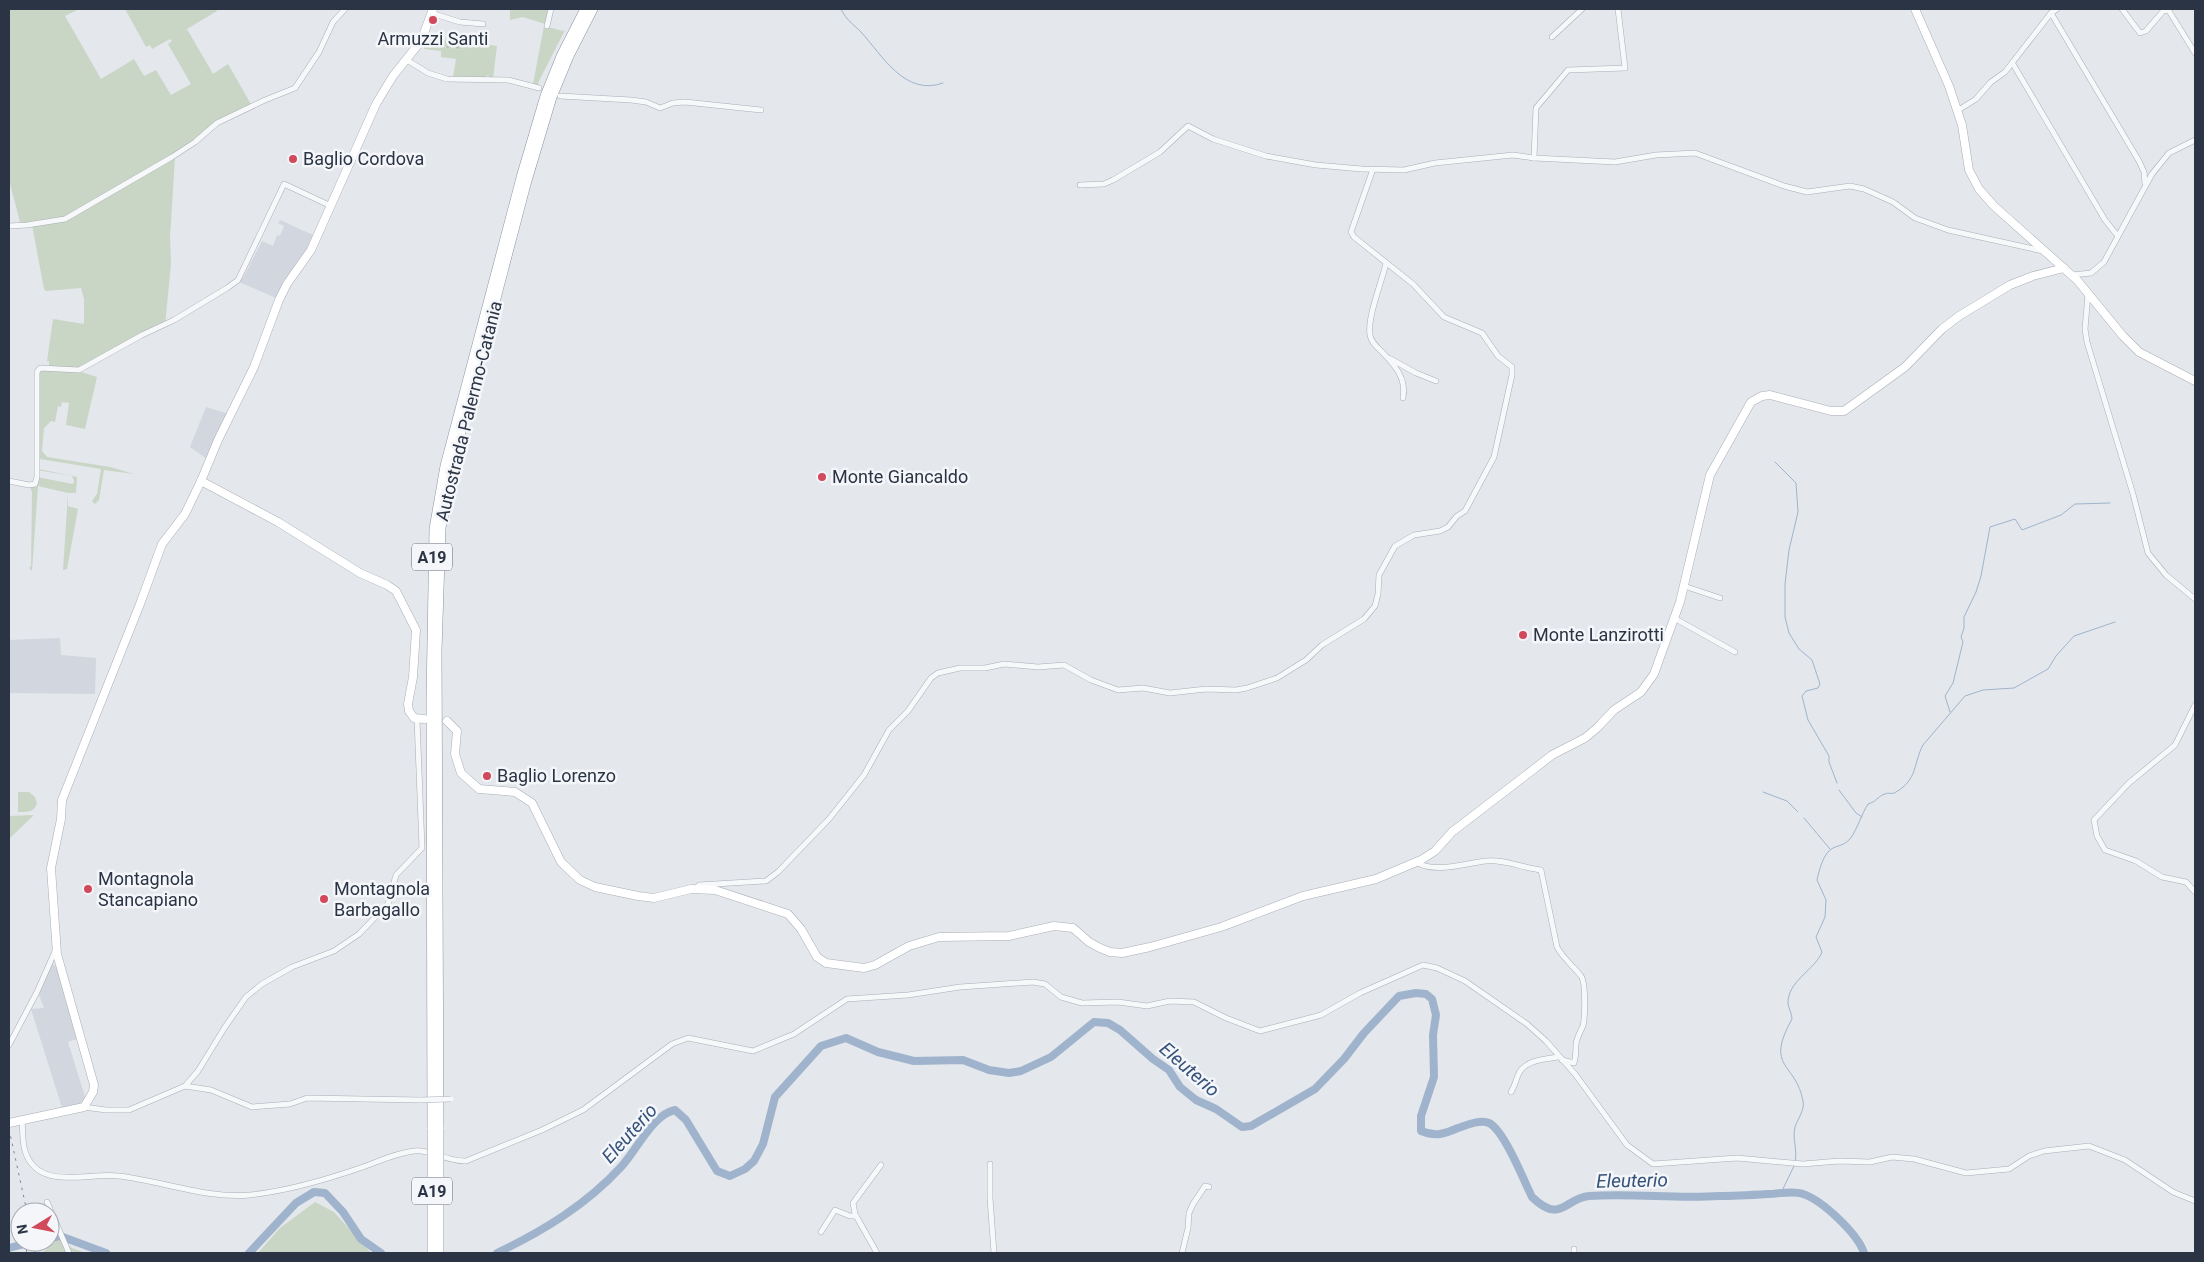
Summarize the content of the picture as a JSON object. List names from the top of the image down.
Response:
* * *
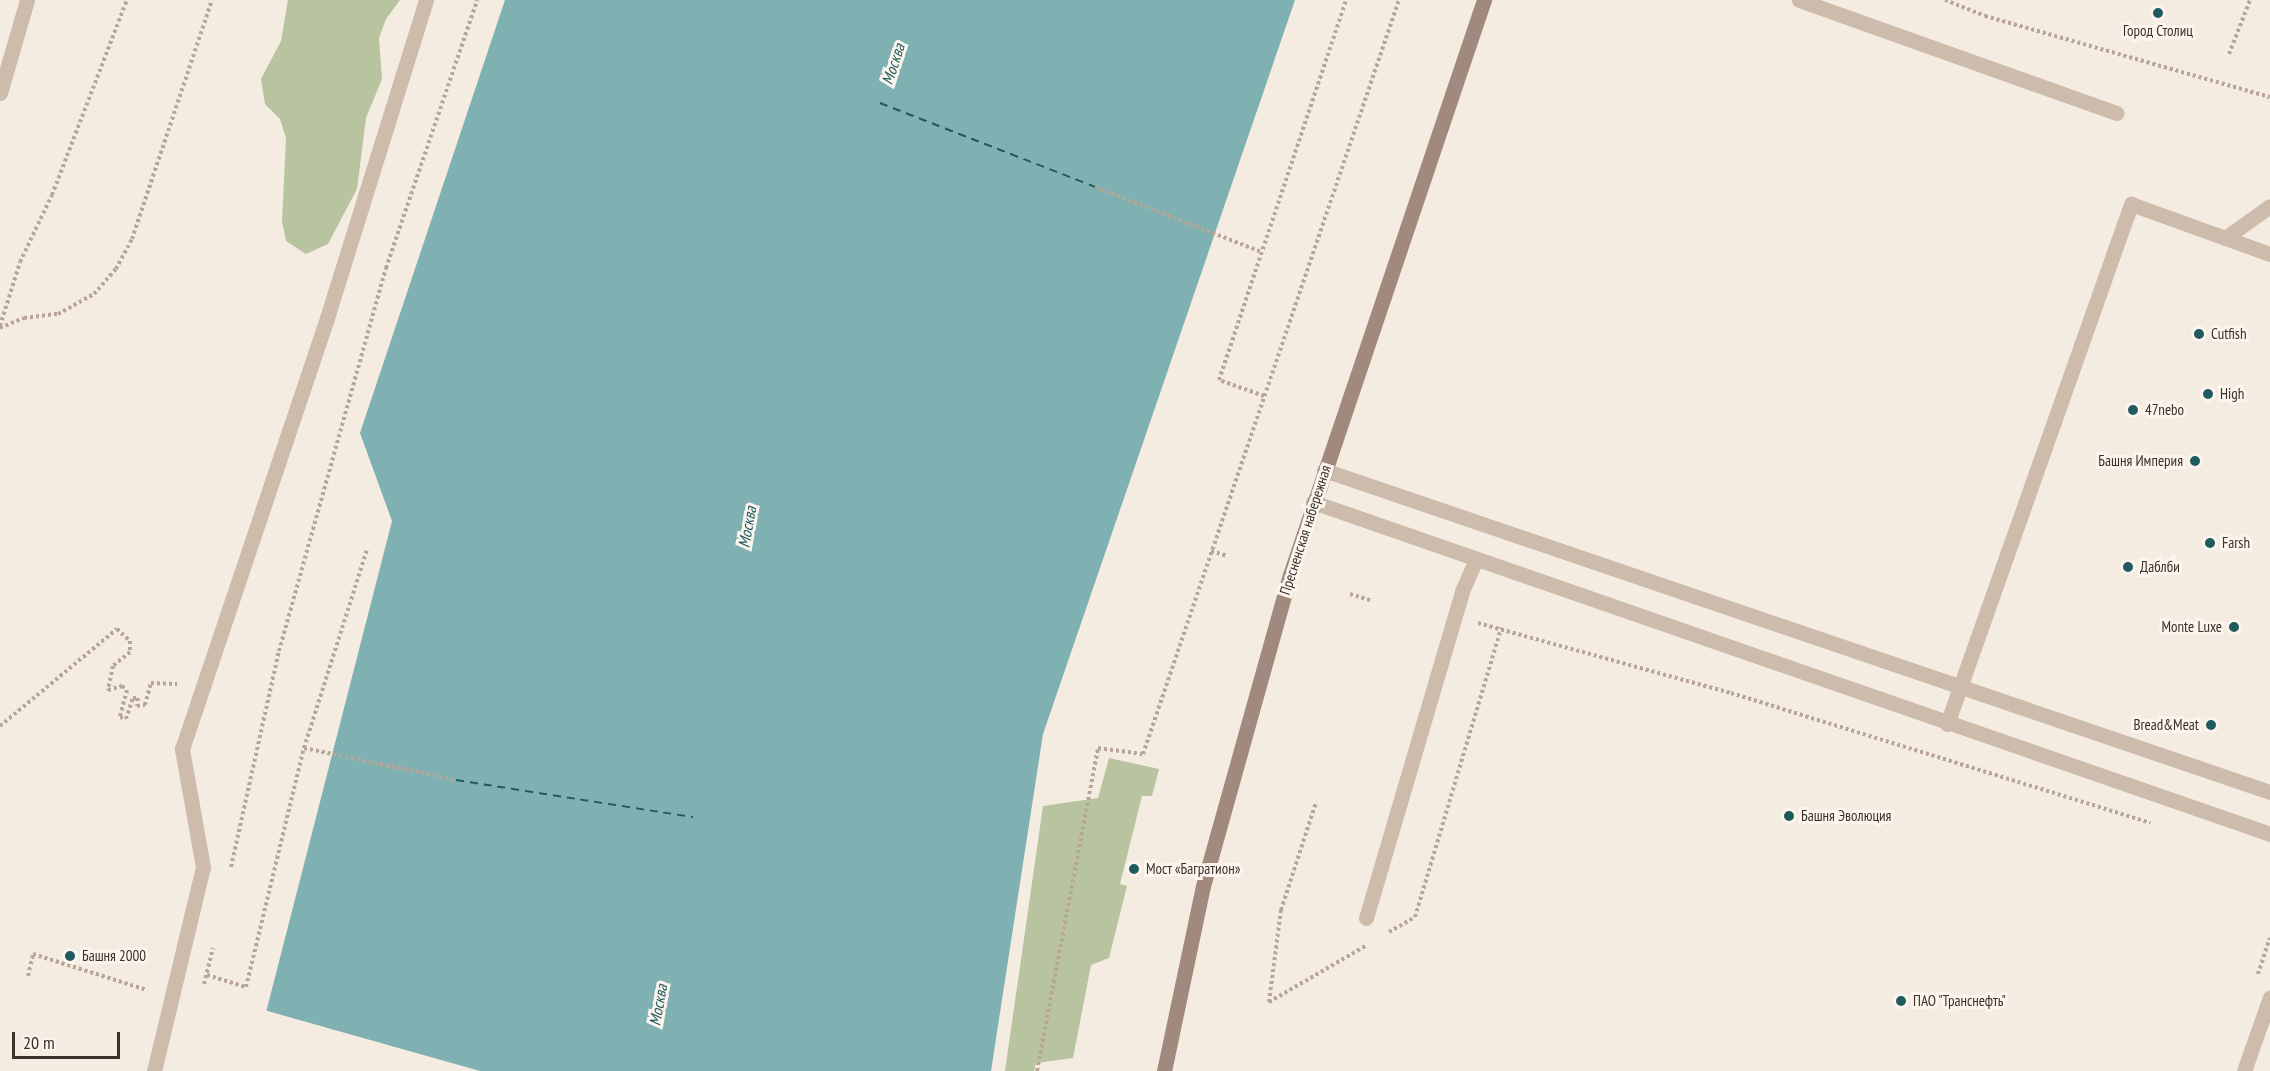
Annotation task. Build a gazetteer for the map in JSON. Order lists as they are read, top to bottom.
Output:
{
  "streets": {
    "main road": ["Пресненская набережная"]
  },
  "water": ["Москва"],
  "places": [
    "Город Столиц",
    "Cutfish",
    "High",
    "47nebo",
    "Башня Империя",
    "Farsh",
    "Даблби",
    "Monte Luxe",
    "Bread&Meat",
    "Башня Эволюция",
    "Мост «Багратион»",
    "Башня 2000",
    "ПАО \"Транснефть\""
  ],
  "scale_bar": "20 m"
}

ABOUT THIS EXERCISE
Whenever the word "JSON" appears in a line of the listing, copy out that line.

SOLUTION
Summarize the content of the picture as a JSON object. List names from the top of the image down.
Annotation task. Build a gazetteer for the map in JSON. Order lists as they are read, top to bottom.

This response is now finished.